Collected data entries:
§
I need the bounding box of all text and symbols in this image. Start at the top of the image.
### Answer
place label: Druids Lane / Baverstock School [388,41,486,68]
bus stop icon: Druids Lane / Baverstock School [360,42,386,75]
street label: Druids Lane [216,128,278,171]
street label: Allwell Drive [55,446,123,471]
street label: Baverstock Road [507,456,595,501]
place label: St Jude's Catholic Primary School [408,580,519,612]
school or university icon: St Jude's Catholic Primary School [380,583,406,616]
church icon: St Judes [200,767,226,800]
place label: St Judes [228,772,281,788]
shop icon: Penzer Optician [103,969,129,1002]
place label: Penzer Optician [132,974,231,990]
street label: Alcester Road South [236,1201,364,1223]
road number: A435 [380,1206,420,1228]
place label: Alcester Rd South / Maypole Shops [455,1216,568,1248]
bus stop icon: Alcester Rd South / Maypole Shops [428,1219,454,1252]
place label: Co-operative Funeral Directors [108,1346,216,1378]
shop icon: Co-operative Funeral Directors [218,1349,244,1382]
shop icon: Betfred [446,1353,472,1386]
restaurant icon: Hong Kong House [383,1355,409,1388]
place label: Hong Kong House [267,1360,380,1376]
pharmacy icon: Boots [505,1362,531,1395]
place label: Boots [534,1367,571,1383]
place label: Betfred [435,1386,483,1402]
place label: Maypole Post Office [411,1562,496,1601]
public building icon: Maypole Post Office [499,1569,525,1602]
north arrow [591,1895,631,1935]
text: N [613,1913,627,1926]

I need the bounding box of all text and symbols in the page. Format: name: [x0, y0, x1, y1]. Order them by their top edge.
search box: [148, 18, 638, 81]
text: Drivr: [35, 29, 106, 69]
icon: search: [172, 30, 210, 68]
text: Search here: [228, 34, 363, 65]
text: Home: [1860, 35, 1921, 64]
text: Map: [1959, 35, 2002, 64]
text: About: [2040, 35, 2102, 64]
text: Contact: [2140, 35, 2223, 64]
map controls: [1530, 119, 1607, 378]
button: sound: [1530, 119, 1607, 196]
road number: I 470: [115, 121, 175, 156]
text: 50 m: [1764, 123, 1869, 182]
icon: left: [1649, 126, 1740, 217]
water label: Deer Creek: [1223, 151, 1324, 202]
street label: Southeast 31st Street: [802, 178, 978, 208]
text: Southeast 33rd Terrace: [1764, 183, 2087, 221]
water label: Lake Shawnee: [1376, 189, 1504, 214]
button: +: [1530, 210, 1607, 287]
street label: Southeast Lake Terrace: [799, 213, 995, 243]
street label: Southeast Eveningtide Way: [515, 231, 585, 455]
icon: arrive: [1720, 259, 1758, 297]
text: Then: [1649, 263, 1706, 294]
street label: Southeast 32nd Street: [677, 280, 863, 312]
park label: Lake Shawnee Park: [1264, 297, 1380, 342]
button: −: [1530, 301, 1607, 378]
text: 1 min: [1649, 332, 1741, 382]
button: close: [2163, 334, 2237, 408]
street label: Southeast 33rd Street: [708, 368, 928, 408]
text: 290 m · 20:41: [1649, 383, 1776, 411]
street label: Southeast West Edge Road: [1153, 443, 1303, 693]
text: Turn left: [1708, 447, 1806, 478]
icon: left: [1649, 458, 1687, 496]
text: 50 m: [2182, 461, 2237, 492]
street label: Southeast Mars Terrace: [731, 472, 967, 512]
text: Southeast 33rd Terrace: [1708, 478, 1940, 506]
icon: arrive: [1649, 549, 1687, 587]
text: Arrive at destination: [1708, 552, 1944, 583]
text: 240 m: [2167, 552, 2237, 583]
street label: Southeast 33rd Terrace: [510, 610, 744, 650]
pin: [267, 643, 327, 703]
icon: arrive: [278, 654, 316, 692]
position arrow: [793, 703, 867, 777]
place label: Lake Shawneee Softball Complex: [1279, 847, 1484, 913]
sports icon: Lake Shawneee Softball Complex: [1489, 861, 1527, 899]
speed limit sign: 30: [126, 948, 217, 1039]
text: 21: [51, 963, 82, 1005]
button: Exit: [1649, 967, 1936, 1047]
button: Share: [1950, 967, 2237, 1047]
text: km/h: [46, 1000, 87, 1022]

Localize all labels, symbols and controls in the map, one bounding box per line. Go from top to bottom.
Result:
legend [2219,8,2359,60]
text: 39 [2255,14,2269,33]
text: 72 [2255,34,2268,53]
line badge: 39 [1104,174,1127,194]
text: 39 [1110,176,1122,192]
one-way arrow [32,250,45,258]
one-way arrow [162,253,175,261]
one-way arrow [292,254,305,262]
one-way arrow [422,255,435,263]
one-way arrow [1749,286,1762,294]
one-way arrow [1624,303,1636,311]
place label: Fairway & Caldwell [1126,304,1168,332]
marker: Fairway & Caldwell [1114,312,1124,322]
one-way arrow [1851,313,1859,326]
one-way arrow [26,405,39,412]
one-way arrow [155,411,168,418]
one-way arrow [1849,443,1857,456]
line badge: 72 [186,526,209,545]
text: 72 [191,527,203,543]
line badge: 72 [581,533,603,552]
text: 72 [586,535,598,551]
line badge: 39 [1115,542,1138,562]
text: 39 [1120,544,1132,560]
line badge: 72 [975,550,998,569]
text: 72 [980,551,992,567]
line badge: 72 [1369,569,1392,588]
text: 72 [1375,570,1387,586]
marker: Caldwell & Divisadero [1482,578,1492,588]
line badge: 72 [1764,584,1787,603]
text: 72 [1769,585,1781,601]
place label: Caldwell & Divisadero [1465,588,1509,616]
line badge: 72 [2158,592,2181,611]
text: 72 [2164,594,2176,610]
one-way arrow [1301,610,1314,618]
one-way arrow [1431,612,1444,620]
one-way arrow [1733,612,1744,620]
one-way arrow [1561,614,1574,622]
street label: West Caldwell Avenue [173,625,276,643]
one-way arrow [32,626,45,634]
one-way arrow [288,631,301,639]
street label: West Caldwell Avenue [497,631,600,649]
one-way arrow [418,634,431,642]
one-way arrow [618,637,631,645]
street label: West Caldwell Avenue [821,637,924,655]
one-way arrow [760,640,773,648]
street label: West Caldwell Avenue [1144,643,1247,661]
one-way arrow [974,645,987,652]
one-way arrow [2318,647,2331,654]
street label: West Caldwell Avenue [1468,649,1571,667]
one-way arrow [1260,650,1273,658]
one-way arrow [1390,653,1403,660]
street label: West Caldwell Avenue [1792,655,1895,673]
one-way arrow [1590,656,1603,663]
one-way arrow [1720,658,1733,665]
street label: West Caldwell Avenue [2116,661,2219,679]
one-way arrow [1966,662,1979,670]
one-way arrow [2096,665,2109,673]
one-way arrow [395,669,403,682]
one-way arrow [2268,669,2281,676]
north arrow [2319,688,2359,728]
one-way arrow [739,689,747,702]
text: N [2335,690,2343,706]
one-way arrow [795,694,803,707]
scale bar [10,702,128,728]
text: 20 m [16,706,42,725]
§
§ WORK INSTRUCTIONS
Go through the records and repeat each one exactly as written.

§ ANSWER BOX
I need the bounding box of all text and symbols in this image. Start at the top of the image.
### Answer
place label: Druids Lane / Baverstock School [388,41,486,68]
bus stop icon: Druids Lane / Baverstock School [360,42,386,75]
street label: Druids Lane [216,128,278,171]
street label: Allwell Drive [55,446,123,471]
street label: Baverstock Road [507,456,595,501]
place label: St Jude's Catholic Primary School [408,580,519,612]
school or university icon: St Jude's Catholic Primary School [380,583,406,616]
church icon: St Judes [200,767,226,800]
place label: St Judes [228,772,281,788]
shop icon: Penzer Optician [103,969,129,1002]
place label: Penzer Optician [132,974,231,990]
street label: Alcester Road South [236,1201,364,1223]
road number: A435 [380,1206,420,1228]
place label: Alcester Rd South / Maypole Shops [455,1216,568,1248]
bus stop icon: Alcester Rd South / Maypole Shops [428,1219,454,1252]
place label: Co-operative Funeral Directors [108,1346,216,1378]
shop icon: Co-operative Funeral Directors [218,1349,244,1382]
shop icon: Betfred [446,1353,472,1386]
restaurant icon: Hong Kong House [383,1355,409,1388]
place label: Hong Kong House [267,1360,380,1376]
pharmacy icon: Boots [505,1362,531,1395]
place label: Boots [534,1367,571,1383]
place label: Betfred [435,1386,483,1402]
place label: Maypole Post Office [411,1562,496,1601]
public building icon: Maypole Post Office [499,1569,525,1602]
north arrow [591,1895,631,1935]
text: N [613,1913,627,1926]

I need the bounding box of all text and symbols in the page. Format: name: [x0, y0, x1, y1]. Order them by their top edge.
search box: [148, 18, 638, 81]
text: Drivr: [35, 29, 106, 69]
icon: search: [172, 30, 210, 68]
text: Search here: [228, 34, 363, 65]
text: Home: [1860, 35, 1921, 64]
text: Map: [1959, 35, 2002, 64]
text: About: [2040, 35, 2102, 64]
text: Contact: [2140, 35, 2223, 64]
map controls: [1530, 119, 1607, 378]
button: sound: [1530, 119, 1607, 196]
road number: I 470: [115, 121, 175, 156]
text: 50 m: [1764, 123, 1869, 182]
icon: left: [1649, 126, 1740, 217]
water label: Deer Creek: [1223, 151, 1324, 202]
street label: Southeast 31st Street: [802, 178, 978, 208]
text: Southeast 33rd Terrace: [1764, 183, 2087, 221]
water label: Lake Shawnee: [1376, 189, 1504, 214]
button: +: [1530, 210, 1607, 287]
street label: Southeast Lake Terrace: [799, 213, 995, 243]
street label: Southeast Eveningtide Way: [515, 231, 585, 455]
icon: arrive: [1720, 259, 1758, 297]
text: Then: [1649, 263, 1706, 294]
street label: Southeast 32nd Street: [677, 280, 863, 312]
park label: Lake Shawnee Park: [1264, 297, 1380, 342]
button: −: [1530, 301, 1607, 378]
text: 1 min: [1649, 332, 1741, 382]
button: close: [2163, 334, 2237, 408]
street label: Southeast 33rd Street: [708, 368, 928, 408]
text: 290 m · 20:41: [1649, 383, 1776, 411]
street label: Southeast West Edge Road: [1153, 443, 1303, 693]
text: Turn left: [1708, 447, 1806, 478]
icon: left: [1649, 458, 1687, 496]
text: 50 m: [2182, 461, 2237, 492]
street label: Southeast Mars Terrace: [731, 472, 967, 512]
text: Southeast 33rd Terrace: [1708, 478, 1940, 506]
icon: arrive: [1649, 549, 1687, 587]
text: Arrive at destination: [1708, 552, 1944, 583]
text: 240 m: [2167, 552, 2237, 583]
street label: Southeast 33rd Terrace: [510, 610, 744, 650]
pin: [267, 643, 327, 703]
icon: arrive: [278, 654, 316, 692]
position arrow: [793, 703, 867, 777]
place label: Lake Shawneee Softball Complex: [1279, 847, 1484, 913]
sports icon: Lake Shawneee Softball Complex: [1489, 861, 1527, 899]
speed limit sign: 30: [126, 948, 217, 1039]
text: 21: [51, 963, 82, 1005]
button: Exit: [1649, 967, 1936, 1047]
button: Share: [1950, 967, 2237, 1047]
text: km/h: [46, 1000, 87, 1022]

Localize all labels, symbols and controls in the map, one bounding box per line. Go from top to bottom.
Result:
legend [2219,8,2359,60]
text: 39 [2255,14,2269,33]
text: 72 [2255,34,2268,53]
line badge: 39 [1104,174,1127,194]
text: 39 [1110,176,1122,192]
one-way arrow [32,250,45,258]
one-way arrow [162,253,175,261]
one-way arrow [292,254,305,262]
one-way arrow [422,255,435,263]
one-way arrow [1749,286,1762,294]
one-way arrow [1624,303,1636,311]
place label: Fairway & Caldwell [1126,304,1168,332]
marker: Fairway & Caldwell [1114,312,1124,322]
one-way arrow [1851,313,1859,326]
one-way arrow [26,405,39,412]
one-way arrow [155,411,168,418]
one-way arrow [1849,443,1857,456]
line badge: 72 [186,526,209,545]
text: 72 [191,527,203,543]
line badge: 72 [581,533,603,552]
text: 72 [586,535,598,551]
line badge: 39 [1115,542,1138,562]
text: 39 [1120,544,1132,560]
line badge: 72 [975,550,998,569]
text: 72 [980,551,992,567]
line badge: 72 [1369,569,1392,588]
text: 72 [1375,570,1387,586]
marker: Caldwell & Divisadero [1482,578,1492,588]
line badge: 72 [1764,584,1787,603]
text: 72 [1769,585,1781,601]
place label: Caldwell & Divisadero [1465,588,1509,616]
line badge: 72 [2158,592,2181,611]
text: 72 [2164,594,2176,610]
one-way arrow [1301,610,1314,618]
one-way arrow [1431,612,1444,620]
one-way arrow [1733,612,1744,620]
one-way arrow [1561,614,1574,622]
street label: West Caldwell Avenue [173,625,276,643]
one-way arrow [32,626,45,634]
one-way arrow [288,631,301,639]
street label: West Caldwell Avenue [497,631,600,649]
one-way arrow [418,634,431,642]
one-way arrow [618,637,631,645]
street label: West Caldwell Avenue [821,637,924,655]
one-way arrow [760,640,773,648]
street label: West Caldwell Avenue [1144,643,1247,661]
one-way arrow [974,645,987,652]
one-way arrow [2318,647,2331,654]
street label: West Caldwell Avenue [1468,649,1571,667]
one-way arrow [1260,650,1273,658]
one-way arrow [1390,653,1403,660]
street label: West Caldwell Avenue [1792,655,1895,673]
one-way arrow [1590,656,1603,663]
one-way arrow [1720,658,1733,665]
street label: West Caldwell Avenue [2116,661,2219,679]
one-way arrow [1966,662,1979,670]
one-way arrow [2096,665,2109,673]
one-way arrow [395,669,403,682]
one-way arrow [2268,669,2281,676]
north arrow [2319,688,2359,728]
one-way arrow [739,689,747,702]
text: N [2335,690,2343,706]
one-way arrow [795,694,803,707]
scale bar [10,702,128,728]
text: 20 m [16,706,42,725]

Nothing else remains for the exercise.